Englué dans une saison éprouvante, marquée par un changement d’entraîneur dès juin et un calendrier infernal, l’effectif du Real Madrid s’est offert une parenthèse bienvenue. Profitant d’une rare accalmie en milieu de semaine, le vestiaire de la Maison Blanche s’est réuni au complet. Un rassemblement stratégique destiné à insuffler une nouvelle dynamique avant que le sprint final ne mette leur détermination à rude épreuve.
L’enjeu est de taille : dès la semaine prochaine, les ‘Merengues’ joueront leur avenir européen lors d’un barrage crucial de Ligue des Champions face au Benfica. Ce rendez-vous intervient dans un climat contrasté, entre la cicatrice encore ouverte de l’élimination en Coupe du Roi face à Albacete, la défaite face au Benfica (4-2) et une impressionnante série de sept victoires consécutives en championnat qui a totalement relancé la course au titre. Les agapes se sont tenues dans un établissement associé aux intérêts commerciaux de Vinicius et Mbappé, instigateurs de la soirée.

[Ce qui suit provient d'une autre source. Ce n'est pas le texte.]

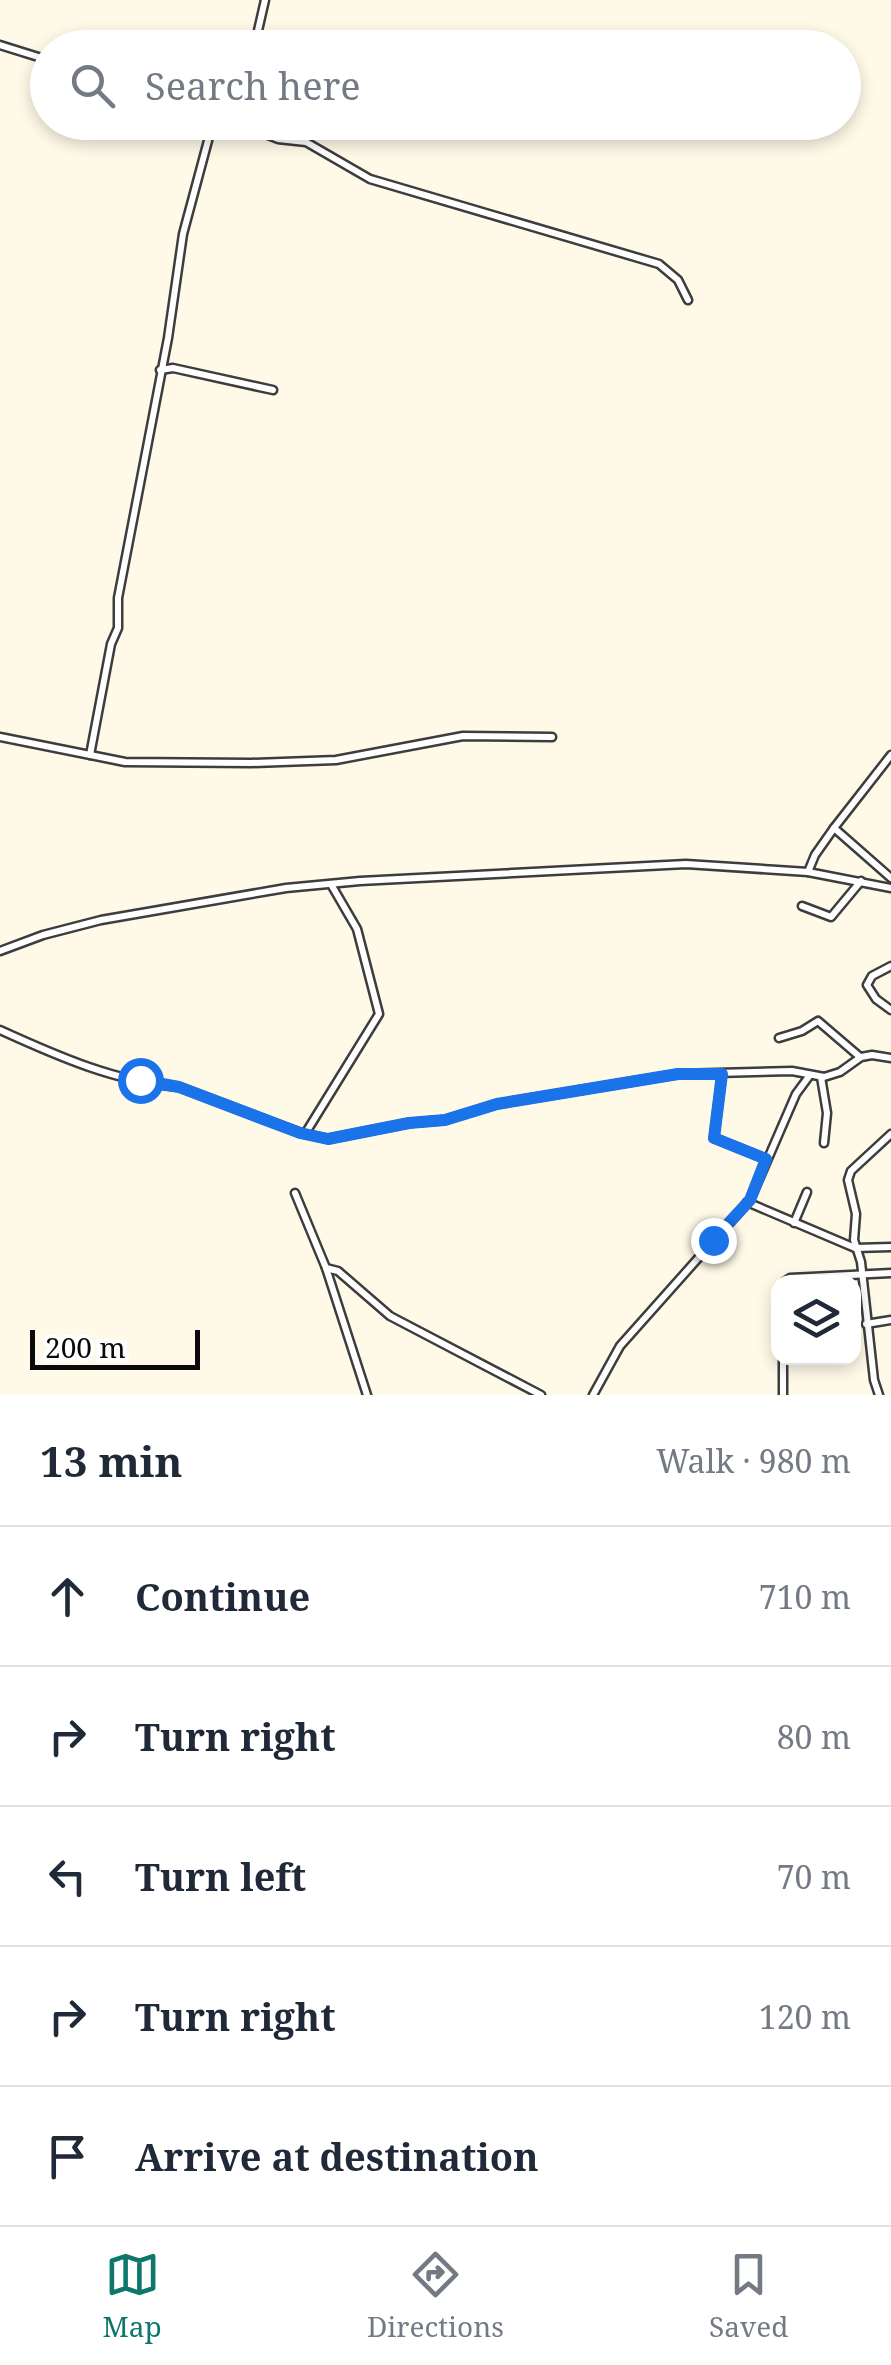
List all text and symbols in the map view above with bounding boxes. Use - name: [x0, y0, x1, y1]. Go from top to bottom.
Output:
- search box: [30, 30, 861, 140]
- icon: search: [65, 58, 120, 113]
- text: Search here: [145, 59, 361, 111]
- route start: [118, 1058, 164, 1104]
- route end: [691, 1218, 737, 1264]
- map controls: [771, 1275, 861, 1365]
- button: layers: [771, 1275, 861, 1365]
- scale bar: [30, 1325, 200, 1370]
- text: 200 m: [45, 1328, 126, 1366]
- text: 13 min: [40, 1432, 183, 1489]
- text: Walk · 980 m: [656, 1439, 851, 1482]
- icon: ahead: [40, 1569, 95, 1624]
- text: Continue: [135, 1570, 310, 1622]
- text: 710 m: [759, 1575, 851, 1618]
- icon: right: [40, 1709, 95, 1764]
- text: Turn right: [135, 1710, 336, 1762]
- text: 80 m: [777, 1715, 851, 1758]
- icon: left: [40, 1849, 95, 1904]
- text: Turn left: [135, 1850, 306, 1902]
- text: 70 m: [777, 1855, 851, 1898]
- icon: right: [40, 1989, 95, 2044]
- text: Turn right: [135, 1990, 336, 2042]
- text: 120 m: [759, 1995, 851, 2038]
- icon: arrive: [40, 2129, 95, 2184]
- text: Arrive at destination: [135, 2130, 539, 2182]
- tab: Map: [103, 2247, 162, 2345]
- tab: Directions: [367, 2247, 504, 2345]
- tab: Saved: [709, 2247, 788, 2345]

Au-delà de l’aspect marketing, voir les deux fers de lance du projet madrilène orchestrer ce rassemblement est un signal fort. L’intégralité du groupe a répondu présent, y compris les blessés, pour une soirée placée sous le signe de l’intimité, l’événement s’étant déroulé sans le moindre membre du staff technique.

Volonté de promouvoir le restaurant ou désir d’afficher une unité de façade ? Vinicius a été le premier à partager les coulisses de ce rassemblement sur les réseaux sociaux. Si la plupart des joueurs a levé le camp entre 1h00 et 2h00 du matin, Asensio aurait joué les prolongations jusqu’à 2h50 selon’ MARCA’. Cette opération de communication n’est pas fortuite, alors que le public du Santiago Bernabéu a récemment fustigé ses troupes après deux prestations décevantes.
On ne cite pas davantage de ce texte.